Good news from Paris

Wednesday's Wall Street Journal Europe editorial page (subs req'd) is upset with the French public TV networks for not showing all the mayhem in the suburbs:

Pictures of the worst urban violence in France since World War II are capturing the world's imagination. Only the French themselves aren't necessarily watching the same thing as the rest of the planet.

The country's largest private television network, TF1, refrains from airing footage of burning cars or buildings. "We know that it's the type of thing that provokes contagion," Robert Namias, the head of the station's news division, told the Journal yesterday ... Pretending otherwise [no emergency] won't help France understand or come to grips with the problems in the burning banlieues that have caught most of France -- certainly, consumers of its television news -- by surprise.

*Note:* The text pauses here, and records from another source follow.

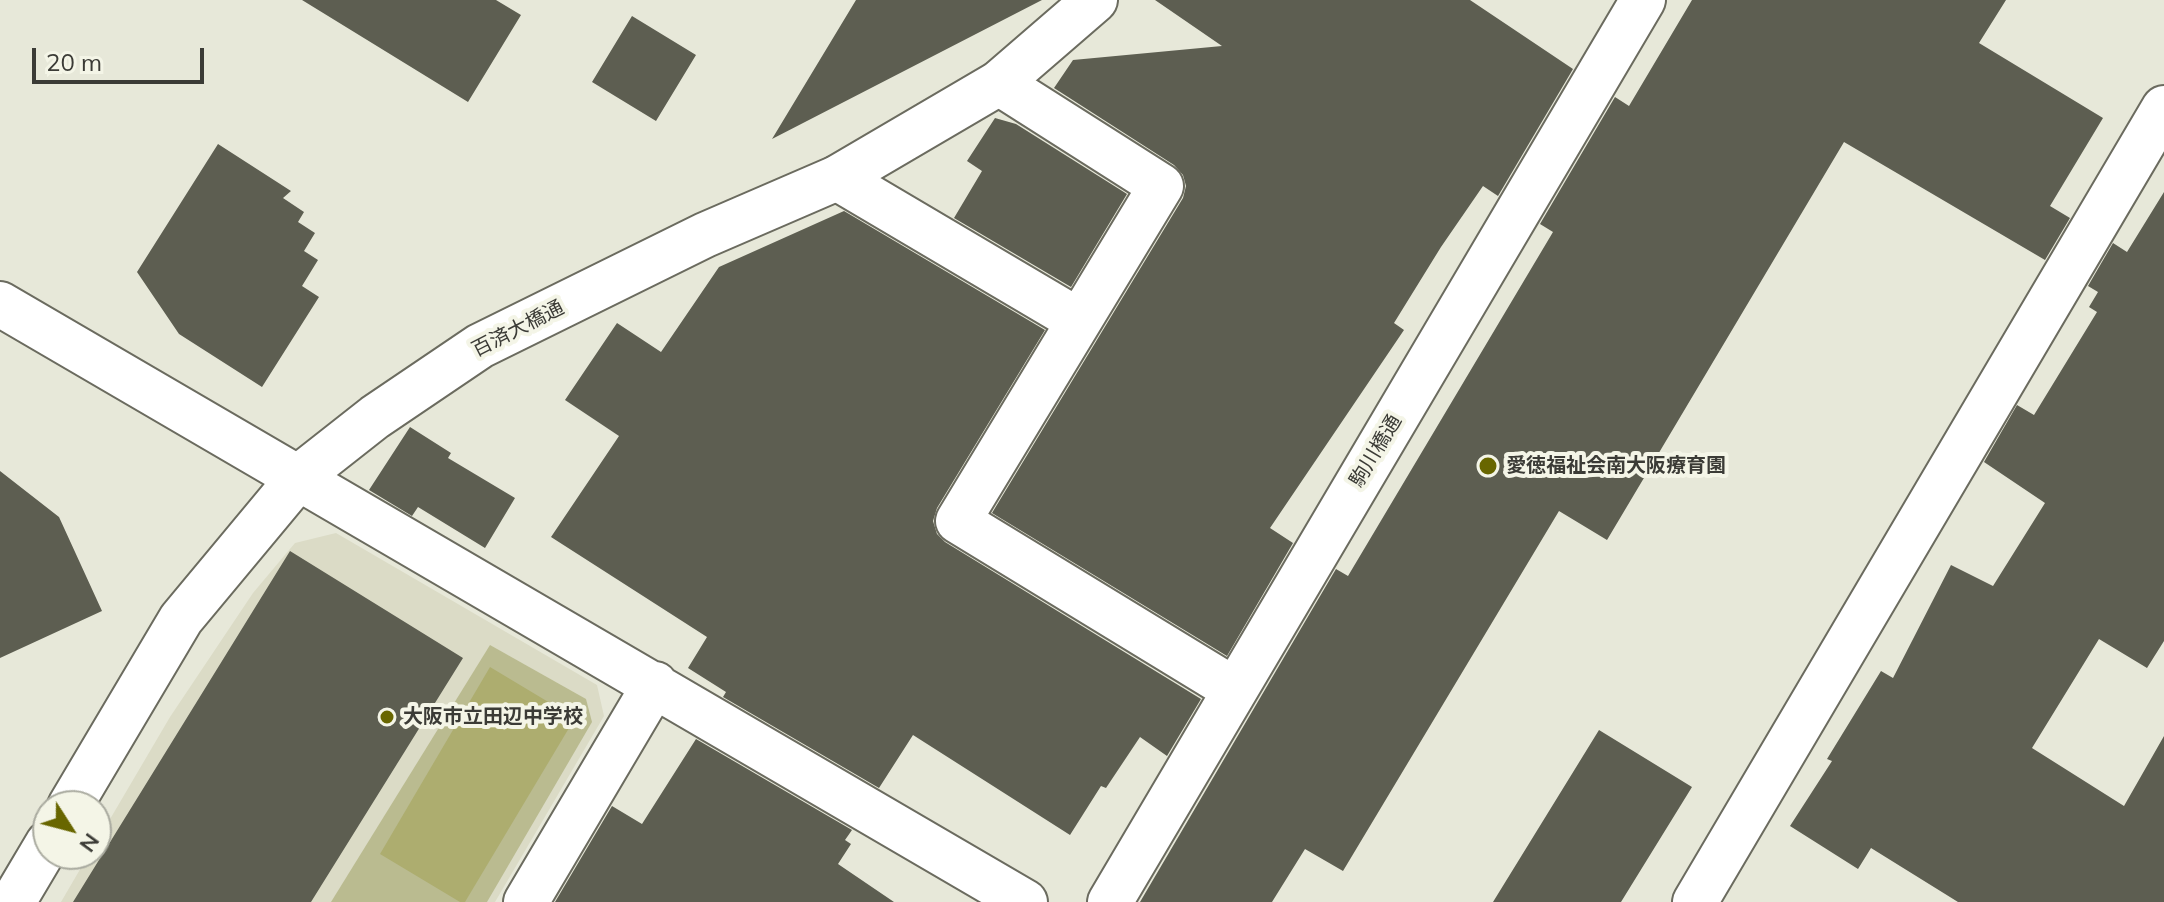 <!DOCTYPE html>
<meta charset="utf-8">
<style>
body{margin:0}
#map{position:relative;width:2164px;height:902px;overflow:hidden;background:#e7e8d9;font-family:Mulish,sans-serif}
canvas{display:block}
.north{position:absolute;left:32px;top:790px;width:80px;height:80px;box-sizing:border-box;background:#f4f5e7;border:2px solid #aaaba0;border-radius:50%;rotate:126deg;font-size:22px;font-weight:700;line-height:32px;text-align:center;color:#3b3b36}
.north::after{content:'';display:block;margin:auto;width:28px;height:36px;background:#686600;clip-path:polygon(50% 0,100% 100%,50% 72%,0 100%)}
.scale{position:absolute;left:32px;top:48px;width:172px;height:36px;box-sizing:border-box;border:4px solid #3b3b36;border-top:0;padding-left:10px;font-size:24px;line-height:28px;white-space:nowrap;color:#3b3b36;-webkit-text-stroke:6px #f4f5e7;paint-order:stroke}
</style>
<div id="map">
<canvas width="2164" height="902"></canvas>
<div class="north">N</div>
<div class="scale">20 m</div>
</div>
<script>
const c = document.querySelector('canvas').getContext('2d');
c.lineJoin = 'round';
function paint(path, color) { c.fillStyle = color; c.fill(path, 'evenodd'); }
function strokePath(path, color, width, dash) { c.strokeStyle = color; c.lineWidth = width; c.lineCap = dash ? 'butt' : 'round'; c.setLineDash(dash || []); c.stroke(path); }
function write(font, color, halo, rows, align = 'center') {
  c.font = font + ' Mulish,"Noto Sans JP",sans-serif'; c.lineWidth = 8; c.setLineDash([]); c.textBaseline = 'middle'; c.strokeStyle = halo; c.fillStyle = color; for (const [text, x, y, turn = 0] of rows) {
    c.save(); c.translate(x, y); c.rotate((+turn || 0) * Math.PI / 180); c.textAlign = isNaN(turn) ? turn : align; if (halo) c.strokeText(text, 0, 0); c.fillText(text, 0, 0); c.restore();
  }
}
const built = new Path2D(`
 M336,533L597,685L604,716L495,902H61L89,854H96V843L170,717L253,593L295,543Z`);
const green = new Path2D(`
 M490,645L586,699L592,722L487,902H331Z`);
const water = new Path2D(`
 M490,667L575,718L465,902H460L380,854Z`);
const building = new Path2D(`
 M302,0H496L521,15L468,102Z
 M856,0H1042L772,139Z
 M1155,0H1470L1573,69L1498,196L1483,186L1441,247L1394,323L1404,330L1270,528L1293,543L1227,656L992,513L1183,198L1186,186L1183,175L1174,165L1054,88L1073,60L1222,46Z
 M1692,0H2006L1979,43L2103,118L2050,206L2070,218L2045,260L1844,142L1607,540L1559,511L1343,871L1305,849L1272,902H1140L1336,569L1348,576L1553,232L1540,224L1615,97L1629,106Z
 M632,16L696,55L656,121L592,82Z
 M995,118L1016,124L1127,194L1071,287L954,218L982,171L967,161Z
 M218,144L291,191L283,198L304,212L298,222L315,233L304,251L318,260L302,286L319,297L262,387L179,334L137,272Z
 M2164,192V641L2147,668L2099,639L2032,748L2124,806L2164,736V902H1958L1871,848L1858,869L1790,826L1832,761L1827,759L1881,671L1893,678L1951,565L1993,586L2045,503L1984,462L2017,405L2034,415L2097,312L2089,307L2098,292L2088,286L2113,243L2127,252Z
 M844,211L1045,330L937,508L933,521L937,534L945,542L1201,699L1167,756L1140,737L1106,788L1101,786L1070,835L913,735L879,788L723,697L726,692L688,668L707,637L551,537L619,436L565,400L617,323L661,352L719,267Z
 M410,427L451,453L448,458L515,498L485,548L418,507L412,516L369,490Z
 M0,471L59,517L102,611L0,658Z
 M290,551L463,658L311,902H73Z
 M1599,730L1692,787L1621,902H1493Z
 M696,739L852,830L845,840L851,844L838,864L894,902H555L612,806L642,824Z`);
const minor = new Path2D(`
 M999,83L1161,186L958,521L1235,690
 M837,178L1079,321
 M0,304L1025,902
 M526,902L655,684
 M1110,902L1643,0
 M1695,902L2164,108`);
const tertiary = new Path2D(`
 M70,806L181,619L300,476L375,417L480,346L705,235L837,178L999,83L1095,0
 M13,902L48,843`);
const markers = [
 [1488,466,10,"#686600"],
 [387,717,8,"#686600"]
];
const streetNames = [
 ["百済大橋通",518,329,-27],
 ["駒川橋通",1376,451,-59]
];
const poiNames = [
 ["愛徳福祉会南大阪療育園",1506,466],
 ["大阪市立田辺中学校",403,717]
];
paint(built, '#dbdbc6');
paint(green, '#babb90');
paint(water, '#adad6f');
paint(building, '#5d5e51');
strokePath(minor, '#6b6b5f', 48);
strokePath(tertiary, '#6b6b5f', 48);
strokePath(minor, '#fff', 44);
strokePath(tertiary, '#fff', 44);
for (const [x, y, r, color] of markers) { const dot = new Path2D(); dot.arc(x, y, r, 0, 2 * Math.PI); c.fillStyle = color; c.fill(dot); strokePath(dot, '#f4f5e7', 3); }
write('20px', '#3b3b36', '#f4f5e7', streetNames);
write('bold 20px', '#3b3b36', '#f4f5e7', poiNames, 'left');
</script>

Yet this same editorial page has for the last two years claimed that the problem in Iraq is media coverage of the bad stuff, and hosted a "Good News from Iraq" spot on their website -- assembled by a blogger on the frontline (Australia):

... no escaping the continuing negativity of the mainstream media coverage ... Experts might debate exactly how much water there is in the Iraqi glass, but there is little doubt that--yet again--while the cameras and microphones were pointing toward the carnage, violence and corruption, Iraq has continued its slow and steady march out of its three-decade-long nightmare into a much more normal tomorrow ... It's a pity because the story of "Iraq, the phoenix rising from the ashes" is in many ways a lot more interesting, not to say consequential, than the usual steady media diet of "Iraq, the Wild East."

We're off now to get a number on how many French children attend school today -- something the relentlessly negative media have failed to report.